読了:◎ 江戸時代での狐狸や幽霊の扱われ方について語っている。今では信じられないが、昔は幽霊より狐狸の存在が信じられていた。そんな妖怪のエピソードが真剣に書かれている。まだ西洋医学が入る前の話、人はどのように病を得るのかがはっきりとしていなかった時代。心身の不調などを妖怪の仕業として、祈祷し、祓うことでよくなると思っていた。今の時代に読むと、荒唐無稽な読み物のようなお話だが、当時の人達にとっては真剣に妖怪の仕業として悩み困っていたのだ。妖怪の娯楽読本として楽しめた。

2024/09/27

風竜胆

江戸時代は、妖怪に限らず、現代人の目から見れば、驚くようなことがたくさんある。

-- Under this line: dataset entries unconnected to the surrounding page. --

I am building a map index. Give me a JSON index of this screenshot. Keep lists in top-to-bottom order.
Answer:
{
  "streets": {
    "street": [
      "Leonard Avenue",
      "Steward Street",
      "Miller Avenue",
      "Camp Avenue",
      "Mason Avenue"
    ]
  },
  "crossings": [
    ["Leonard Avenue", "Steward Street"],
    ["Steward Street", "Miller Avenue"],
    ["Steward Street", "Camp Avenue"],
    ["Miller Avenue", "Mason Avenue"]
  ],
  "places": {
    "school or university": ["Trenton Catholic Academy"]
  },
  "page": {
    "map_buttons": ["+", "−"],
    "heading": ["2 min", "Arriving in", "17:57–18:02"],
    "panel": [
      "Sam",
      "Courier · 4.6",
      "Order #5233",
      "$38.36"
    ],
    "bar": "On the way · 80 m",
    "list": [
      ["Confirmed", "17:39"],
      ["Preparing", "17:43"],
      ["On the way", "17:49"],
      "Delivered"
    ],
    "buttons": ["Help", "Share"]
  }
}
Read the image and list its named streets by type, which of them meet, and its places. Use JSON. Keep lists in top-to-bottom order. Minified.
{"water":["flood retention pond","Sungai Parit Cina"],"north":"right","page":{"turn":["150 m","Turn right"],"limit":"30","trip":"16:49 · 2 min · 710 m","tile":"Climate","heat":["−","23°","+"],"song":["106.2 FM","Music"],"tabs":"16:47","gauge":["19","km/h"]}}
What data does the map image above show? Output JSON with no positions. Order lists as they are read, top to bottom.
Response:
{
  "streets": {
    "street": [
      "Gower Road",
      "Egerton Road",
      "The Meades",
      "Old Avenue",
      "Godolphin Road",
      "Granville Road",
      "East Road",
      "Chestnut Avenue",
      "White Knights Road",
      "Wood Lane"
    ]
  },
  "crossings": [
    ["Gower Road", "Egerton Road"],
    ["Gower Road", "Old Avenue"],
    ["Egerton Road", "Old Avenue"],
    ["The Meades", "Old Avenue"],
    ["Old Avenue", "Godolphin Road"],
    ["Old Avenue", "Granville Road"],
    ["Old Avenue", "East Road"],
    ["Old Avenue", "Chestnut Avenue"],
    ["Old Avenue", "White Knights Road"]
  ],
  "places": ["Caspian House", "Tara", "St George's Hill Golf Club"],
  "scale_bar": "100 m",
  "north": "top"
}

正にワンダーランドだ。

2013/10/14

みさ

江戸時代の人々の思想に触れているかと思いましたが、話題になった事件簿を紹介することに重きを置いてます。 平安時代の生霊や生まれ変わりを信じることは理解できますが、江戸時代の「幽霊なんて存在するわけがない!さては狐の仕業だな」という感覚はつかみづらいです。 狐で裁かれた人物が裁かれたこともあるようですが、その記録は日本昔話のようなストーリーでした。 100年後、東スポのカッパ発見記事はどのように評価されるのでしょうか。